Patennetzwerk: Afghanische Ortskräfte wurden bewusst zurückgelassen

Patennetzwerk: Afghanische Ortskräfte wurden bewusst zurückgelassen

Berlin (epd). Das Patenschaftsnetzwerk Afghanischer Ortskräfte erhebt schwere Vorwürfe gegen Bundeskanzlerin Angela Merkel (CDU). Der Vereinsvorsitzende Marcus Grotian sagte am Dienstag in Berlin, das Kanzleramt habe nicht reagiert auf Briefe und Mails, in denen er darauf hingewiesen habe, dass sich die verschiedenen Ministerien bei der Aufgabe, Ortskräfte von Bundeswehr und deutschen Hilfsorganisationen aus Afghanistan zu retten, „gegenseitig blockieren“. Das Kanzleramt hätte eingreifen können, habe es aber nicht getan.
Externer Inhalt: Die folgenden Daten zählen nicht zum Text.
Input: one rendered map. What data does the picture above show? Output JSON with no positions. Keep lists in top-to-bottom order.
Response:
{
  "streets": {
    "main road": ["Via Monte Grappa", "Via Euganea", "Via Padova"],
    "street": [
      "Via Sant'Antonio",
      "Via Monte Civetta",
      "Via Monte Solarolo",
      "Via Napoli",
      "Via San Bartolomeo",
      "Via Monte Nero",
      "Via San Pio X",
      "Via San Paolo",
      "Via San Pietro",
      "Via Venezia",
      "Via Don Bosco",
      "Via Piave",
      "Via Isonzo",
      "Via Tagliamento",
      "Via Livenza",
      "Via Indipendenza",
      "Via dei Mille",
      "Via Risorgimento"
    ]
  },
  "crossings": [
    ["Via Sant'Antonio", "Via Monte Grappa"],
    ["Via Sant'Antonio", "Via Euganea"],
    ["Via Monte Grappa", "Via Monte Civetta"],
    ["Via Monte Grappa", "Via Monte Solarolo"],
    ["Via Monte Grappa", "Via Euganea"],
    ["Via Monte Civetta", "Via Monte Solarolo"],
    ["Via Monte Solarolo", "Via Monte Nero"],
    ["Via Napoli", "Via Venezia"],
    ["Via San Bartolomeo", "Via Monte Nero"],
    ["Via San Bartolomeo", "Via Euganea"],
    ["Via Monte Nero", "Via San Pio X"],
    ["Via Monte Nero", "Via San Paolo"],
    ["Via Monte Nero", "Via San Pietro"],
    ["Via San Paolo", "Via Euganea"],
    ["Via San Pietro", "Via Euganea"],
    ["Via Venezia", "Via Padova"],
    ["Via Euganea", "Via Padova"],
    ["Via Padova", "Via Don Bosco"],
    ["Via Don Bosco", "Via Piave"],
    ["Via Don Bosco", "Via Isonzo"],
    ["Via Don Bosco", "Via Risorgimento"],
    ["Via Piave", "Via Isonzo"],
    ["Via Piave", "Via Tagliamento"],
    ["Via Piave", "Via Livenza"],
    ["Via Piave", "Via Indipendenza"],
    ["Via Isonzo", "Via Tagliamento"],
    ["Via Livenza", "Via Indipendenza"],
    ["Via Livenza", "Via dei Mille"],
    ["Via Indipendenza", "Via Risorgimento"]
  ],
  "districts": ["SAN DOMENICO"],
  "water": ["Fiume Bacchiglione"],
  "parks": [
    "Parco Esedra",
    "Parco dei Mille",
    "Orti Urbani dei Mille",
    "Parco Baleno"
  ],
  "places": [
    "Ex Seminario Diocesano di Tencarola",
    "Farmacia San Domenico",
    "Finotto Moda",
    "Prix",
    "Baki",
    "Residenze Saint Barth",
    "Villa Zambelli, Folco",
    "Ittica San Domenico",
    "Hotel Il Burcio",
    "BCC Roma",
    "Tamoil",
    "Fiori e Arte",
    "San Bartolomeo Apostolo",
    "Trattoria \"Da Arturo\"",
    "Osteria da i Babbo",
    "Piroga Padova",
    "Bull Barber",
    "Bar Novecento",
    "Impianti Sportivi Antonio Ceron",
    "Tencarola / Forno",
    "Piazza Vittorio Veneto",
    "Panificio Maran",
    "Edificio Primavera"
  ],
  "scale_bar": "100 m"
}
Der Verein, der sich seit Jahren um afghanische Ortskräfte kümmert, warnt seit Monaten davor, dass die radikalislamischen Taliban sich an Helfern ausländischer Organisationen und deren Familien rächen könnten. „Ich habe den Eindruck, wir haben hier Menschen bewusst und wissentlich zurückgelassen“, sagte Grotian. Nach Einschätzung des Patenschaftsnetzwerks wären 8.000 Menschen - Ortskräfte und ihre Familienangehörigen - berechtigt, einen Antrag auf ein Visum für Deutschland zu stellen, weil sie direkt bei deutschen Unternehmen beschäftigt waren.

Doch diese Zahl wurde seinen Angaben nach „durch bürokratische Hürden“ um etwa 50 Prozent reduziert. Die Bundesregierung sprach bis Mitte August stets nur von 2.400 Visa-Erteilungen. Grotian betonte, in diesen Minuten würden Menschen am Flughafen von Kabul abgewiesen, weil sie nicht auf den Listen stünden, „weil sie zu einer Zeit für ein Ressort gearbeitet haben, was nicht bürokratisch erfasst ist“. Er fügte hinzu: „Alle anderen Länder evakuieren jetzt alle Ortskräfte, wir evakuieren die, die man ausgewählt hat. Das finden wir verwerflich.“

Grotian wies darauf hin, dass unterlassene Hilfeleistung eine Straftat sei und forderte eine Verantwortungsübernahme dafür, „dass Handlungen, Aussagen und Untätigkeit“, nun „Menschenleben in die Hände der Taliban“ spielten. Er spreche dabei von der Zeit vor der aktuellen Evakuierungsaktion, „wo es offensichtlich war, dass wir die Menschen dort zurücklassen“ und wo Hilfsangebote und Warnungen ignoriert worden seien. Aktuell werden über eine Evakuierungsoperation am Flughafen von Kabul Menschen von internationalen Streitkräften ausgeflogen.